DUMMY_VALUES = select_dummy_values(train, categorical_to_dummy_encode)

def dummy_encode_dataframe(df):
    for (feature, dummy_values) in DUMMY_VALUES.items():
        for dummy_value in dummy_values:
            dummy_name = u'%s_value_%s' % (feature, coerce_to_unicode(dummy_value))
            df[dummy_name] = (df[feature] == dummy_value).astype(float)
        del df[feature]
        print ('Dummy-encoded feature %s' % feature)

dummy_encode_dataframe(train)

Let's rescale numerical features

In [0]:
rescale_features = {u'total_owners': u'AVGSTD', u'vlr_terr': u'AVGSTD', u'area_terr': u'AVGSTD', u'cc_tarifa': u'AVGSTD', u'invoice': u'AVGSTD', u'area_const': u'AVGSTD', u'vlr_tot_avaluo': u'AVGSTD', u'vlr_const': u'AVGSTD'}
for (feature_name, rescale_method) in rescale_features.items():
    if rescale_method == 'MINMAX':
        _min = train[feature_name].min()
        _max = train[feature_name].max()
        scale = _max - _min
        shift = _min
    else:
        shift = train[feature_name].mean()
        scale = train[feature_name].std()
    if scale == 0.:
        del train[feature_name]
        
        print ('Feature %s was dropped because it has no variance' % feature_name)
    else:
        print ('Rescaled %s' % feature_name)
        train[feature_name] = (train[feature_name] - shift).astype(np.float64) / scale

Removing outliers

In [0]:
# Remove outliers from train set
from dataiku.doctor.preprocessing.dataframe_preprocessing import detect_outliers

outliers = detect_outliers(train, 0.9, 100, 0.01)
train = train[~outliers]

print ("%s outliers found" % (outliers.sum()))

#### Modeling

In [0]:
from sklearn.cluster import KMeans
clustering_model = KMeans(n_clusters=4)

We can finally cluster our dataset!

In [0]:
%time clusters = clustering_model.fit_predict(train)
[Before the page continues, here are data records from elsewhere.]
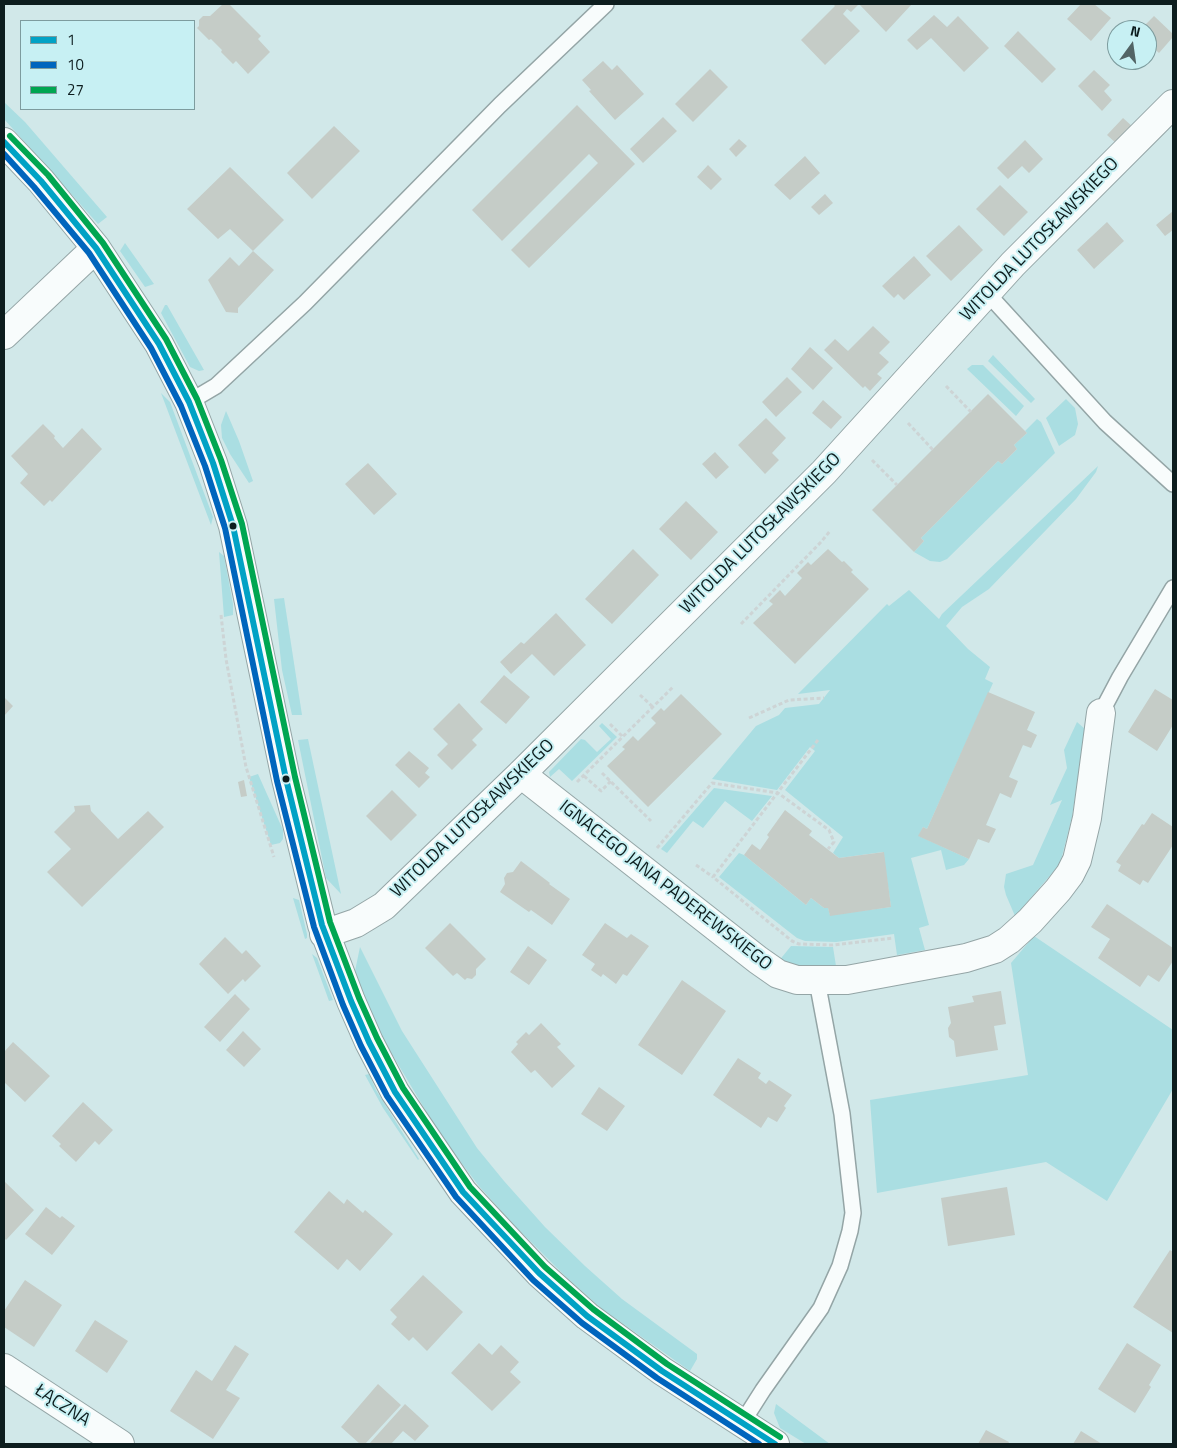 <!DOCTYPE html>
<meta charset="utf-8">
<style>
body{margin:0}
#map{position:relative;width:1177px;height:1448px;overflow:hidden;background:#d1e8e9;font-family:"Titillium Web",sans-serif}
canvas{display:block}
.frame{position:absolute;inset:0;border:5px solid #0d1d1e;pointer-events:none}
.legend{position:absolute;left:20px;top:20px;width:175px;height:90px;box-sizing:border-box;background:#c7f0f3;border:1px solid #7d9c9e;margin:0;padding:6px 9px;list-style:none;font-size:15px;color:#0d1d1e}
.legend li{display:flex;align-items:center;gap:10px;height:25px}
.legend b{width:25px;border:1px solid #7d9c9e}
.north{position:absolute;left:1107px;top:20px;width:50px;height:50px;box-sizing:border-box;background:#c7f0f3;border:1px solid #7d9c9e;border-radius:50%;rotate:14deg;font-size:14px;font-weight:700;line-height:20px;text-align:center;color:#0d1d1e}
.north::after{content:'';display:block;margin:auto;width:18px;height:22px;background:#526465;clip-path:polygon(50% 0,100% 100%,50% 72%,0 100%)}
</style>
<div id="map">
<canvas width="1177" height="1448"></canvas>
<div class="frame"></div>
<ul class="legend">
<li><b style="height:6px;background:#01a2c5"></b>1</li>
<li><b style="height:6px;background:#0065bd"></b>10</li>
<li><b style="height:6px;background:#00a651"></b>27</li>
</ul>
<div class="north">N</div>
</div>
<script>
const g = document.querySelector('canvas').getContext('2d');
g.lineJoin = 'round';
function fill(path, color) { g.fillStyle = color; g.fill(path, 'evenodd'); }
const shape = rows => new Path2D(rows.map(r => 'M' + r).join(''));
function trace(path, color, width, dash) { g.strokeStyle = color; g.lineWidth = width; g.lineCap = dash ? 'butt' : 'round'; g.setLineDash(dash || []); g.stroke(path); }
function drawText(font, color, halo, rows, align = 'center') {
  g.font = font + ' "Titillium Web",sans-serif'; g.lineWidth = 4; g.setLineDash([]); g.textBaseline = 'middle'; g.strokeStyle = halo; g.fillStyle = color; for (const [text, x, y, turn = 0] of rows) {
    g.save(); g.translate(x, y); g.rotate((+turn || 0) * Math.PI / 180); g.textAlign = isNaN(turn) ? turn : align; if (halo) g.strokeText(text, 0, 0); g.fillText(text, 0, 0); g.restore();
  }
}
const green = shape([
 [4,102,25,122,107,217,98,224,4,119],
 [125,243,154,284,145,287,120,251],
 [165,305,167,305,204,370,199,371,190,367,161,313],
 [993,355,1035,399,1031,403,988,361],
 [972,365,983,365,1024,406,1016,416,967,369],
 [161,393,170,402,213,517,211,525],
 [1066,399,1075,408,1078,424,1075,435,1059,446,1046,418],
 [226,411,239,441,253,481,249,483,230,454,222,438,221,425],
 [1037,419,1041,422,1055,453,947,559,940,562,930,561,914,552,924,541,921,538,998,461,1002,464,1017,449,1014,445,1027,433,1025,431],
 [1098,466,1096,472,1076,499,989,589,962,607,946,626,968,649,990,667,985,679,993,683,927,829,923,827,919,836,969,859,964,865,946,870,941,850,911,858,929,925,919,928,925,950,897,955,894,934,836,942,805,941,797,938,719,877,739,853,744,855,806,905,811,898,824,908,828,908,830,915,891,907,883,852,839,858,833,853,843,837,785,790,815,751,810,747,777,790,712,779,756,726,779,715,785,708,819,704,830,690,798,694,887,604,889,606,909,590,939,619,942,614],
 [219,552,224,556,233,604,233,615,224,617],
 [284,598,302,715,292,715,282,670,274,599],
 [1077,722,1085,729,1072,817,1060,864,1015,916,1006,895,1004,887,1006,874,1033,865,1062,800,1050,805,1067,768,1064,750],
 [602,723,617,737,572,781,559,769,550,777,549,772,581,739,585,740,597,752,611,739,599,726],
 [308,739,341,894,326,878,298,740],
 [258,774,283,830,283,839,280,843,271,845,249,777],
 [714,788,772,796,752,821,725,801,703,828,693,821,667,853,661,849],
 [293,898,299,900,307,934,307,938,305,939],
 [1034,936,1173,1030,1173,1089,1107,1201,1046,1162,877,1193,870,1100,1028,1075,1011,963],
 [791,946,833,947,836,966,789,970,778,962],
 [360,947,402,1031,477,1148,504,1181,545,1227,585,1266,622,1299,697,1354,697,1359,690,1371,602,1309,566,1277,511,1222,478,1185,439,1133,383,1039,361,989,355,971],
 [312,954,317,958,333,1000,329,1001],
 [369,1074,376,1090,419,1159,418,1160,383,1108,365,1075],
 [776,1404,830,1444,806,1444,780,1428,774,1413]
]);
const building = shape([
 [223,4,229,4,261,36,258,39,270,52,248,74,236,61,233,64,221,52,222,50,211,39,209,40,197,28,199,26,199,20,203,16,210,16],
 [833,4,912,4,886,32,859,4,851,12,847,9,843,14,860,31,825,65,801,40,835,6],
 [1081,4,1094,4,1111,18,1091,41,1067,19],
 [934,15,947,27,958,16,989,48,964,72,931,38,917,50,907,40],
 [1154,16,1173,34,1173,37,1159,53,1150,45,1147,49,1147,30,1140,30],
 [1018,31,1056,69,1042,83,1004,46],
 [603,61,612,70,617,65,644,94,615,120,589,91,591,90,582,80],
 [710,69,728,87,693,122,675,104],
 [1094,70,1110,85,1104,91,1112,100,1102,111,1078,86],
 [577,105,635,164,529,268,511,250,598,163,589,154,502,241,472,210],
 [663,117,677,131,643,163,630,149],
 [1123,118,1133,127,1117,144,1107,135],
 [334,126,360,151,312,199,287,173],
 [739,139,747,146,736,157,729,149],
 [1025,140,1043,159,1029,173,1022,166,1008,179,997,168],
 [805,156,820,173,790,200,774,185],
 [708,165,722,179,711,190,697,177],
 [230,167,284,220,253,251,230,229,218,239,187,209],
 [1000,185,1028,212,1004,236,976,209],
 [825,194,833,203,819,215,811,207],
 [1173,211,1173,230,1165,236,1156,225],
 [1107,222,1124,241,1094,269,1077,250],
 [959,225,983,250,951,281,926,256],
 [253,251,274,270,238,308,238,313,226,312,208,280,230,257,239,266],
 [914,256,931,275,904,300,898,294,894,298,882,286],
 [873,326,890,342,879,353,889,362,877,374,882,378,870,391,865,386,863,388,824,350,835,339,848,351],
 [810,347,833,368,813,390,791,369],
 [787,377,802,392,776,417,762,402],
 [988,394,1027,433,1014,445,1017,449,1002,464,998,461,921,538,924,541,914,552,872,510],
 [823,400,842,417,831,429,812,413],
 [766,418,786,438,772,453,779,460,765,474,738,445],
 [43,424,55,436,54,438,63,448,82,428,102,449,52,502,50,500,44,506,20,483,28,474,11,456],
 [715,452,729,467,716,479,702,464],
 [368,463,397,494,374,515,345,484],
 [686,501,718,532,691,560,659,529],
 [633,549,659,575,612,624,585,599],
 [828,549,842,562,844,561,853,570,851,572,869,589,795,664,753,623,773,604,769,601,780,590,785,596,802,578,797,573,808,562,811,565],
 [556,613,586,645,554,676,532,654,511,674,500,662,521,642,524,644],
 [504,675,530,697,506,724,480,702],
 [1155,689,1173,700,1173,725,1157,751,1128,732],
 [988,692,1035,712,1027,730,1037,735,1031,748,1023,745,1009,777,1018,781,1011,798,1000,793,986,825,996,829,989,843,978,839,969,859,918,836,923,827,927,829],
 [681,694,722,734,648,807,607,766,625,749,622,747,633,736,638,741,656,723,651,718,661,708,664,711],
 [4,697,13,706,4,716],
 [459,703,483,729,472,740,477,745,452,770,437,755,448,744,433,729],
 [409,751,429,768,425,773,430,777,419,788,395,765],
 [244,780,247,796,241,797,238,782],
 [392,790,417,815,391,841,366,816],
 [90,805,91,811,118,839,148,811,164,827,82,907,47,872,71,849,54,832,75,811,74,806],
 [785,810,812,831,809,835,839,858,884,852,891,907,830,916,828,908,824,908,811,898,806,905,744,855,752,844,760,850,769,837,767,835],
 [1152,813,1173,827,1173,841,1172,843,1173,845,1148,883,1143,880,1140,885,1118,871,1121,865,1116,862,1142,824,1144,825],
 [521,861,550,883,549,884,570,899,552,925,531,910,529,912,500,892,505,884,504,878,507,873,513,872],
 [1107,904,1173,948,1173,961,1159,982,1148,975,1140,987,1098,958,1110,939,1091,927],
 [450,923,486,959,476,969,476,975,472,979,467,978,465,980,457,973,453,976,425,948],
 [605,923,627,938,631,934,649,946,627,976,623,974,616,984,603,974,601,977,591,970,595,964,582,955],
 [225,937,242,954,246,950,261,966,245,982,243,979,228,994,199,964],
 [528,946,547,960,529,985,510,972],
 [682,980,726,1011,682,1075,638,1045],
 [1001,991,1006,1024,994,1026,998,1050,956,1057,954,1041,949,1037,948,1028,951,1023,948,1007,974,1002,972,996],
 [235,994,250,1009,220,1042,204,1027],
 [541,1023,561,1044,557,1047,575,1066,552,1088,535,1070,531,1073,511,1052,518,1044,516,1042,526,1032,529,1035],
 [243,1031,261,1049,244,1067,226,1050],
 [13,1042,50,1076,25,1102,4,1082,4,1052],
 [738,1058,761,1073,758,1078,766,1084,769,1080,792,1095,784,1106,786,1108,777,1122,768,1117,761,1128,713,1095],
 [599,1087,625,1106,607,1131,581,1114],
 [83,1102,113,1130,99,1145,95,1141,76,1162,59,1146,61,1144,52,1136],
 [4,1181,34,1210,6,1240,4,1238],
 [1007,1187,1015,1235,948,1246,941,1198],
 [329,1191,344,1204,347,1199,363,1213,365,1210,393,1234,360,1271,347,1259,338,1270,294,1232],
 [46,1207,60,1218,62,1216,75,1226,52,1255,25,1234],
 [1170,1250,1173,1252,1173,1333,1133,1307],
 [423,1275,463,1312,427,1351,413,1337,409,1341,391,1324,397,1317,390,1310],
 [25,1280,62,1305,34,1347,4,1327,4,1311],
 [95,1320,128,1341,107,1373,75,1351],
 [479,1343,492,1355,501,1345,519,1362,510,1372,521,1382,492,1411,451,1373],
 [1127,1343,1161,1365,1149,1385,1151,1387,1135,1413,1098,1389],
 [235,1345,249,1354,226,1390,240,1398,213,1439,170,1411,196,1370,212,1381],
 [378,1384,401,1405,365,1444,360,1444,341,1427],
 [405,1404,429,1426,415,1441,403,1431,391,1444,369,1444],
 [986,1430,1009,1442,1008,1444,978,1444],
 [1081,1431,1102,1444,1073,1444]
]);
const path = shape([
 [946,386,971,412],
 [908,423,933,450],
 [872,460,897,485],
 [221,615,226,659,246,767,274,857],
 [741,624,821,542,830,531],
 [640,695,653,707],
 [749,718,789,700,824,698],
 [610,724,623,737],
 [818,740,713,877,792,941,799,944,833,945,893,938],
 [602,773,651,821],
 [584,776,601,791,611,781],
 [577,782,674,686],
 [657,848,712,783,778,793,829,830,834,842,828,849],
 [696,865,713,877]
]);
const service = shape([
 [988,294,1105,422,1173,484],
 [189,402,216,386,305,303,500,105,606,4],
 [1101,713,1120,677,1173,588],
 [742,1423,763,1390,821,1308,840,1266,850,1231,853,1213,842,1114,817,981]
]);
const minor = shape([
 [4,142,41,181,96,248,159,344,189,402,213,463,233,526,286,779,322,925,351,1001,369,1042,395,1092,463,1192,539,1273,587,1316,662,1371,775,1444],
 [4,335,96,248],
 [521,774,758,960,778,974,797,980,847,980,966,958,995,949,1009,940,1030,921,1058,890,1070,874,1077,860,1087,818,1101,713],
 [324,934,356,923,384,906,521,774,824,472,1013,264,1173,104],
 [4,1368,120,1444]
]);
const bus1 = shape([
 [4,142,41,181,96,248,159,344,189,402,213,463,233,526,286,779,322,925,351,1001,369,1042,395,1092,463,1192,539,1273,587,1316,662,1371,775,1444]
]);
const bus2 = shape([
 [4,154,34,187,89,253,151,348,181,406,205,466,225,528,277,781,314,927,343,1005,361,1046,387,1096,456,1197,533,1280,582,1323,657,1378,759,1444]
]);
const bus3 = shape([
 [10,136,48,175,103,243,166,339,197,399,221,460,242,524,295,777,330,922,359,998,377,1038,403,1088,470,1187,545,1267,593,1309,667,1364,780,1437]
]);
const markers = [
 [233,526,4.5,"#0d1d1e"],
 [286,779,4.5,"#0d1d1e"]
];
const streetNames = [
 ["WITOLDA LUTOSŁAWSKIEGO",1040,240,-46],
 ["WITOLDA LUTOSŁAWSKIEGO",761,534,-45],
 ["WITOLDA LUTOSŁAWSKIEGO",473,819,-44],
 ["IGNACEGO JANA PADEREWSKIEGO",665,886,38],
 ["ŁĄCZNA",62,1406,33]
];
fill(green, '#aadee2');
fill(building, '#c5ccc7');
trace(service, '#94a5a6', 18);
trace(minor, '#94a5a6', 30);
trace(path, '#cdd4d5', 3, [4, 2.5]);
trace(service, '#f8fcfc', 15);
trace(minor, '#f8fcfc', 28);
trace(bus1, '#01a2c5', 6);
trace(bus2, '#0065bd', 6);
trace(bus3, '#00a651', 6);
for (const [x, y, r, color] of markers) { const dot = new Path2D(); dot.arc(x, y, r, 0, 2 * Math.PI); g.fillStyle = color; g.fill(dot); trace(dot, '#c7f0f3', 2); }
drawText('18px', '#0d1d1e', '#c7f0f3', streetNames);
</script>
Build up our result dataset

#### Results

Inertia

In [0]:
print (clustering_model.inertia_)

Silhouette

In [0]:
from sklearn.metrics import silhouette_score
silhouette = silhouette_score(train.values, clusters, metric='euclidean', sample_size=2000)
print ("Silhouette score :", silhouette)

Join our original dataset with the cluster labels we found.

In [0]:
final = train.join(pd.Series(clusters, index=train.index, name='cluster'))
final['cluster'] = final['cluster'].map(lambda cluster_id: 'cluster' + str(cluster_id))

Compute the cluster sizes

In [0]:
size = pd.DataFrame({'size': final['cluster'].value_counts()})
size.head()

Draw a nice scatter plot

In [0]:
axis_x = train.columns[0]   # change me
axis_y = train.columns[1]  # change me

from ggplot import ggplot, aes, geom_point
print(ggplot(aes(axis_x, axis_y, colour='cluster'), final) + geom_point())

That's it. It's now up to you to tune your preprocessing, your algo, and your analysis !